# TASK STATEMENT
Output the line with "Draw a box around" and every following line to the end of the material, exactly as they appear.

[Start of section]

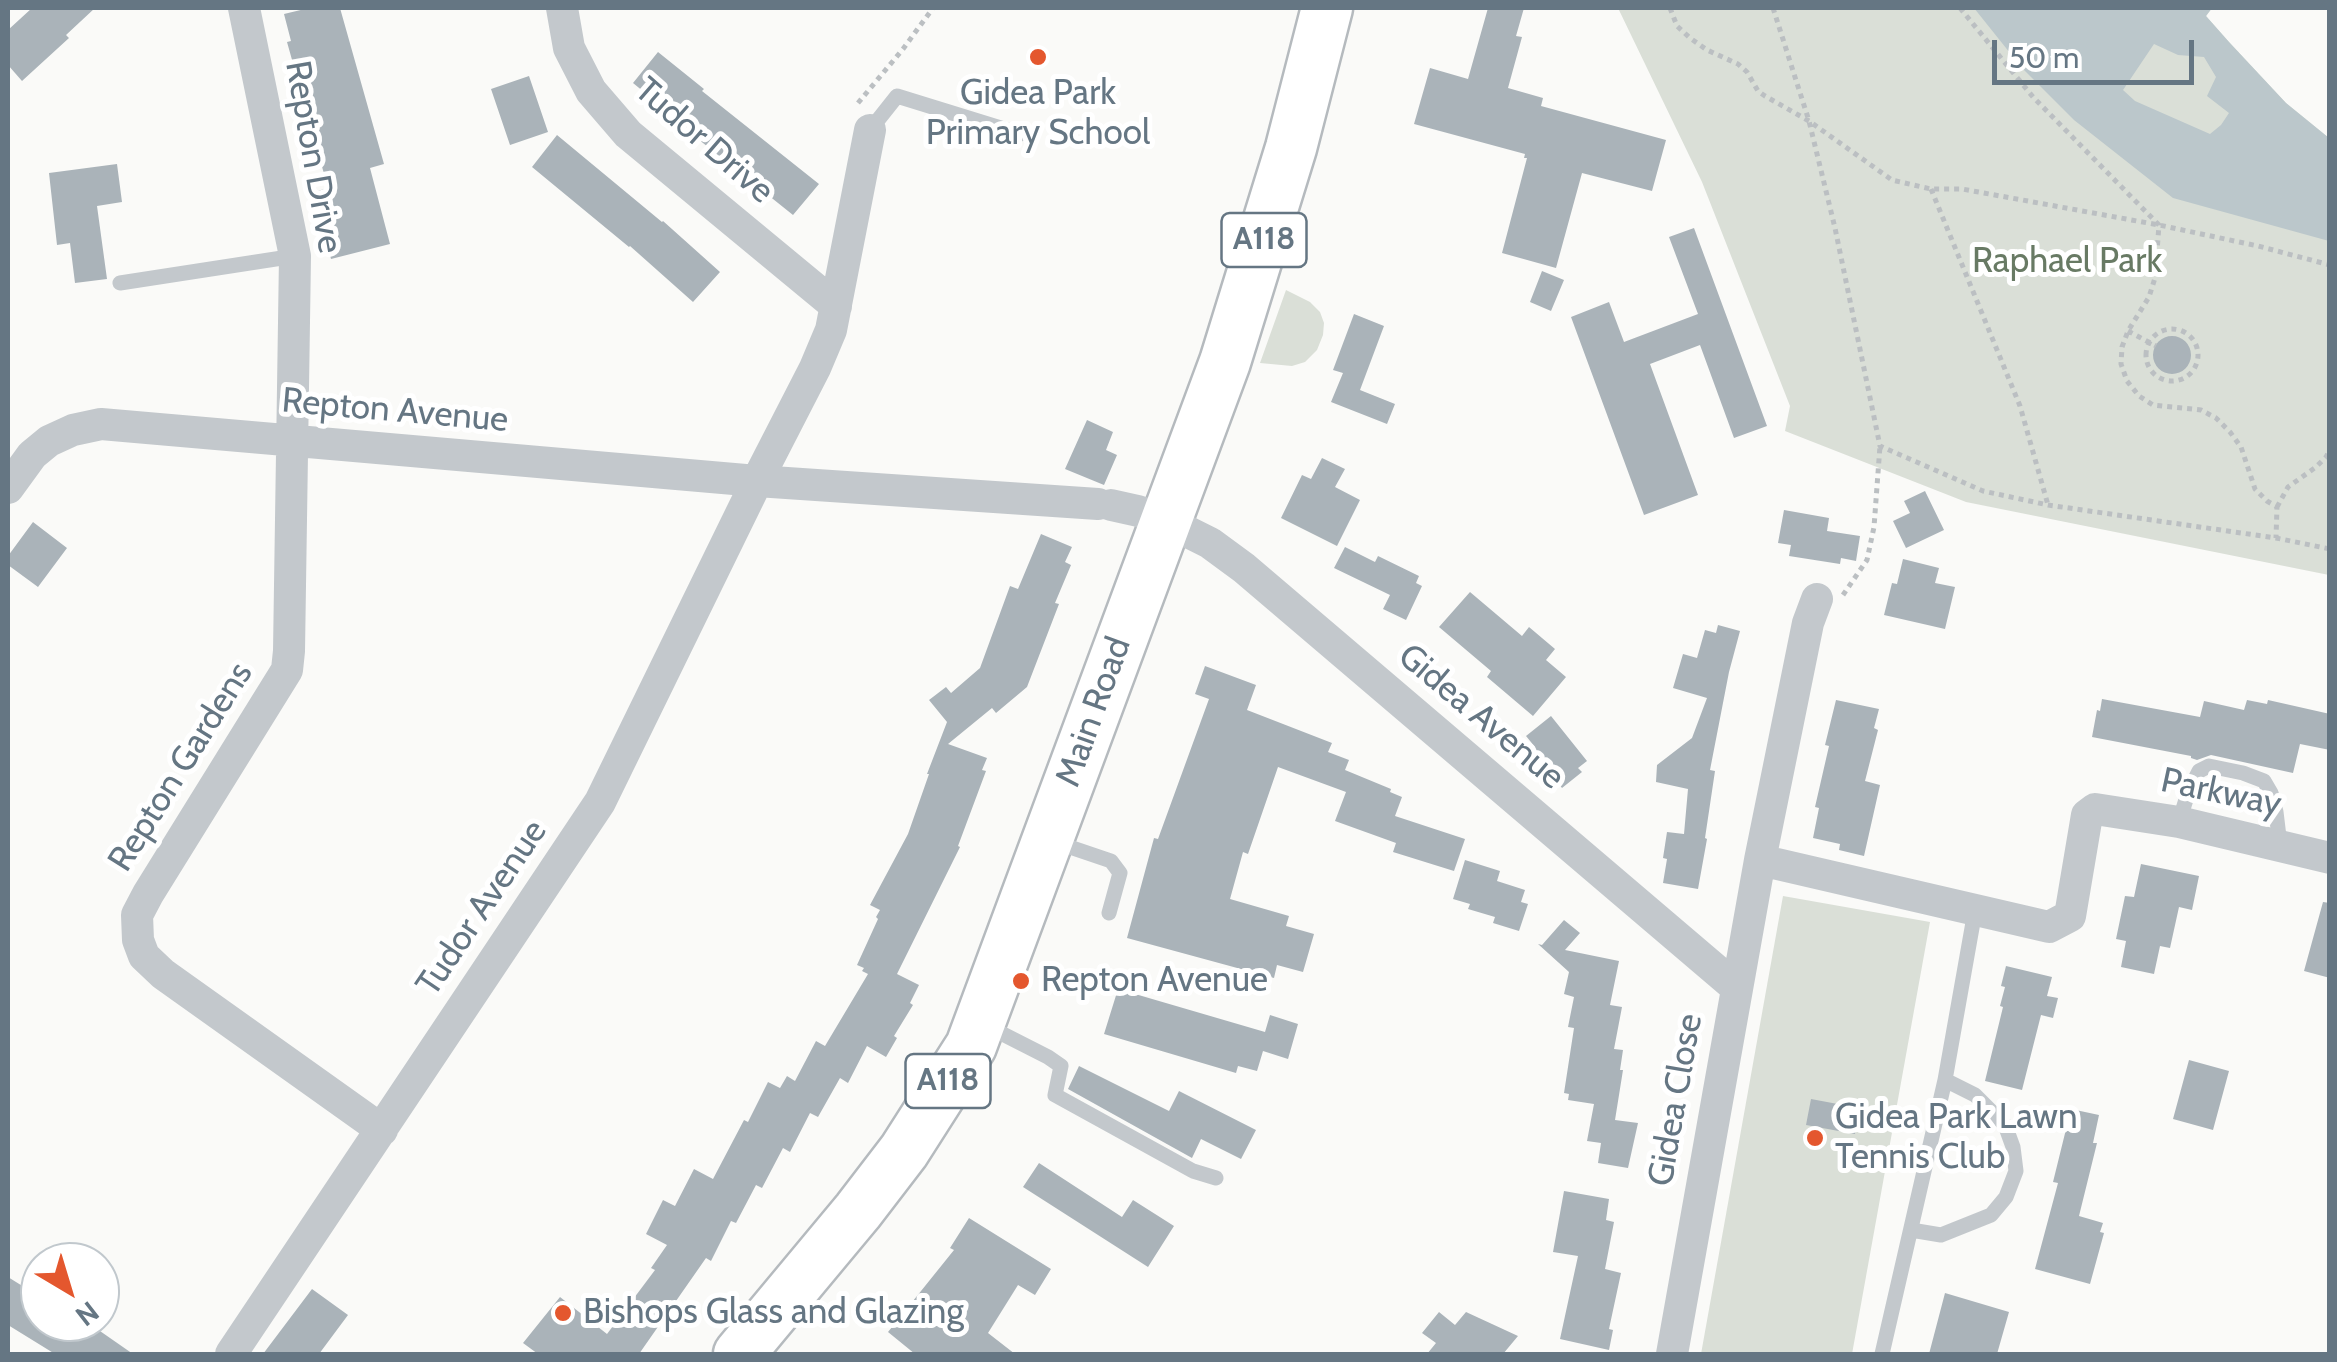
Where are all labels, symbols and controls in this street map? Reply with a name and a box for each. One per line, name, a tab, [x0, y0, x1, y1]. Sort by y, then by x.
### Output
scale bar	[1997, 20, 2200, 82]
text: 50 m	[2009, 39, 2079, 76]
marker: Gidea Park Primary School	[1027, 46, 1049, 68]
street label: Repton Drive	[275, 58, 351, 256]
street label: Tudor Drive	[626, 69, 782, 213]
place label: Gidea Park Primary School	[926, 73, 1150, 155]
road number: A118	[1222, 213, 1306, 267]
park label: Raphael Park	[1972, 241, 2162, 283]
street label: Repton Avenue	[280, 380, 510, 442]
street label: Main Road	[1048, 632, 1140, 792]
street label: Gidea Avenue	[1389, 635, 1573, 799]
street label: Repton Gardens	[100, 655, 262, 879]
street label: Parkway	[2157, 760, 2285, 826]
street label: Tudor Avenue	[408, 812, 556, 1004]
place label: Repton Avenue	[1041, 960, 1268, 1002]
marker: Repton Avenue	[1010, 970, 1032, 992]
street label: Gidea Close	[1640, 1011, 1712, 1189]
road number: A118	[906, 1054, 990, 1108]
place label: Gidea Park Lawn Tennis Club	[1835, 1097, 2078, 1179]
marker: Gidea Park Lawn Tennis Club	[1804, 1127, 1826, 1149]
north arrow	[20, 1242, 120, 1342]
place label: Bishops Glass and Glazing	[583, 1292, 964, 1334]
text: N	[69, 1295, 106, 1334]
marker: Bishops Glass and Glazing	[552, 1302, 574, 1324]

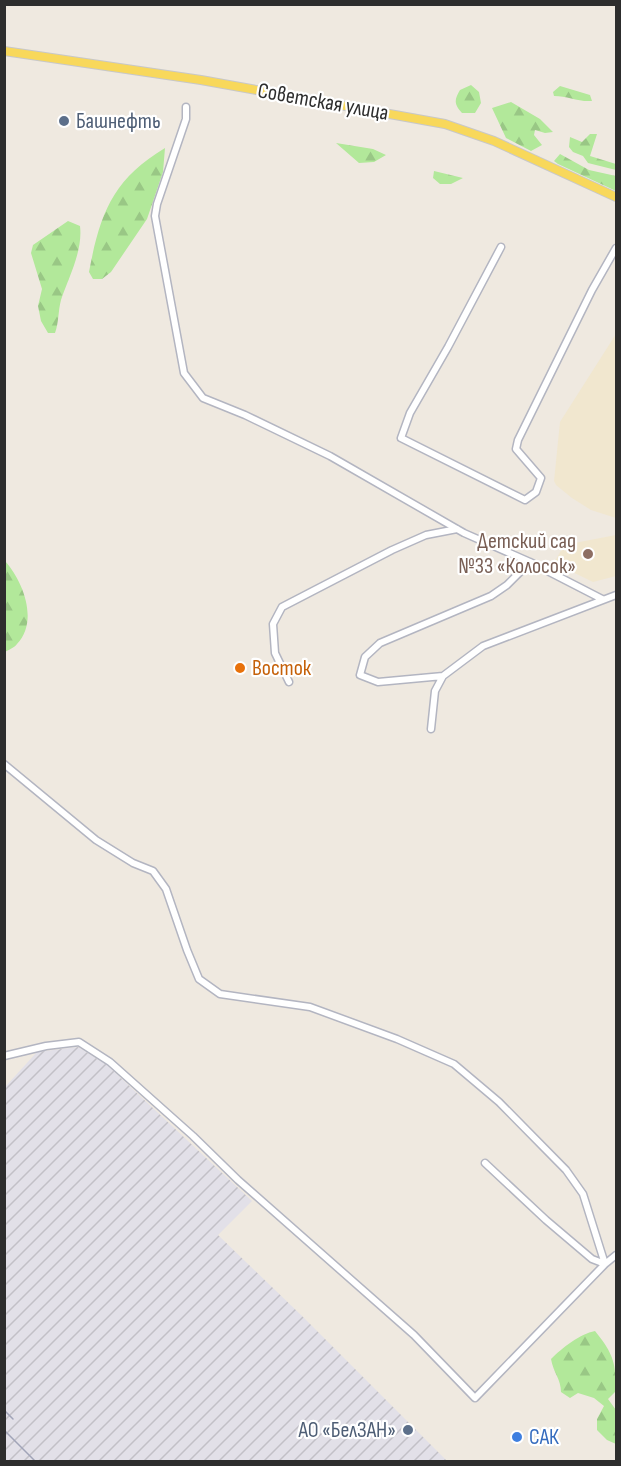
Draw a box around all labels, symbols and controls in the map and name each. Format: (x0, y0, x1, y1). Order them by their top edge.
street label: Советская улица (256, 77, 390, 127)
place label: Башнефть (76, 108, 161, 135)
marker: Башнефть (57, 114, 71, 128)
place label: Детский сад №33 «Колосок» (458, 528, 576, 580)
marker: Детский сад №33 «Колосок» (581, 547, 595, 561)
place label: Восток (252, 655, 312, 682)
marker: Восток (233, 661, 247, 675)
place label: АО «БелЗАН» (297, 1417, 396, 1444)
marker: АО «БелЗАН» (401, 1423, 415, 1437)
place label: САК (529, 1424, 559, 1451)
marker: САК (510, 1430, 524, 1444)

[End of section]

# TASK RESPONSE
Draw a box around all labels, symbols and controls in the map and name each. Format: (x0, y0, x1, y1). Order them by their top edge.
street label: Советская улица (256, 77, 390, 127)
place label: Башнефть (76, 108, 161, 135)
marker: Башнефть (57, 114, 71, 128)
place label: Детский сад №33 «Колосок» (458, 528, 576, 580)
marker: Детский сад №33 «Колосок» (581, 547, 595, 561)
place label: Восток (252, 655, 312, 682)
marker: Восток (233, 661, 247, 675)
place label: АО «БелЗАН» (297, 1417, 396, 1444)
marker: АО «БелЗАН» (401, 1423, 415, 1437)
place label: САК (529, 1424, 559, 1451)
marker: САК (510, 1430, 524, 1444)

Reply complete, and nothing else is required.